«Vorsichtig optimistisch», so äussern sich Bankanalysten meist zum weiteren Verlauf an den Finanzmärkten. Zurzeit sind die meisten von ihnen nur noch «vorsichtig». Der Markt hat vergangene Woche in den «Risk off»-Modus gewechselt – risikoreiche Anlagen, sprich Aktien, werden gemieden. Als Folge kam es zu teilweise deutlichen Kursverlusten an den Börsen in New York, London und Frankfurt. Das Hoch des Schweizer Leitindex SMI von 2007 rückte ebenfalls wieder in die Ferne.

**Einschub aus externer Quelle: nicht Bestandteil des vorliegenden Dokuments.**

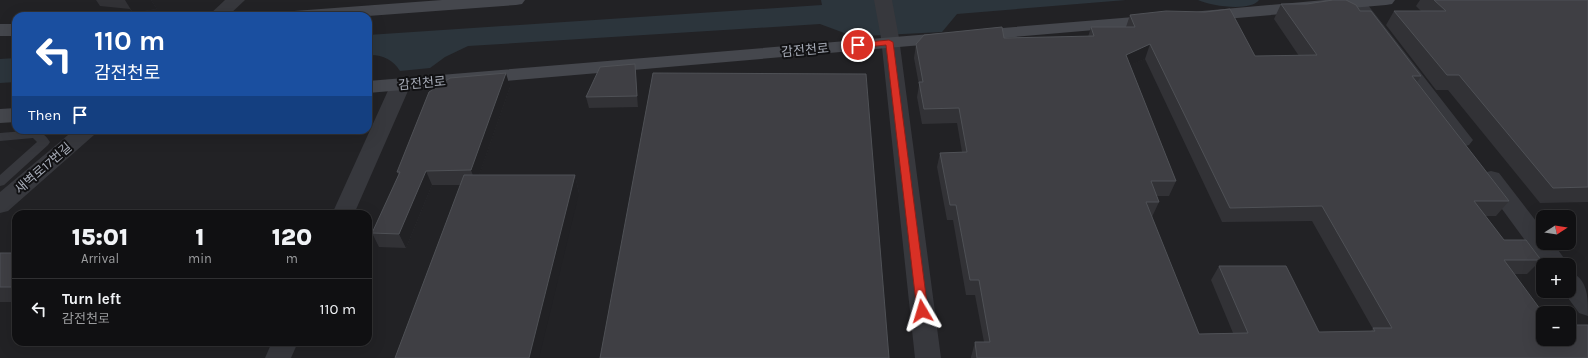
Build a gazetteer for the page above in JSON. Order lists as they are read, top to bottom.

Die «Vorsicht» wird hauptsächlich mit der Abwertung der chinesischen Währung Yuan begründet respektive einem drohenden weltweiten Währungsabwertungswettlauf, besser bekannt als «Race to the bottom». Es scheint, als hätten die Interventionen der Regierung die Erinnerung an eine mögliche harte Landung Chinas lebendig werden lassen.

Auch USA mit Negativ-News

Negativnachrichten kommen auch aus den USA. Die Stimmung unter den Anlegern ist gemäss der wöchentlich erhobenen Befragung der American Association of Individual Investors (AAII) auf ein Mehrjahrestief gesunken. Die sechs Jahre dauernde Rally der jüngeren Börsengeschichte scheint den Höhepunkt überschritten zu haben. Stimmen, welche eine Fortsetzung der Korrektur in den kommenden Monaten erwarten, werden lauter.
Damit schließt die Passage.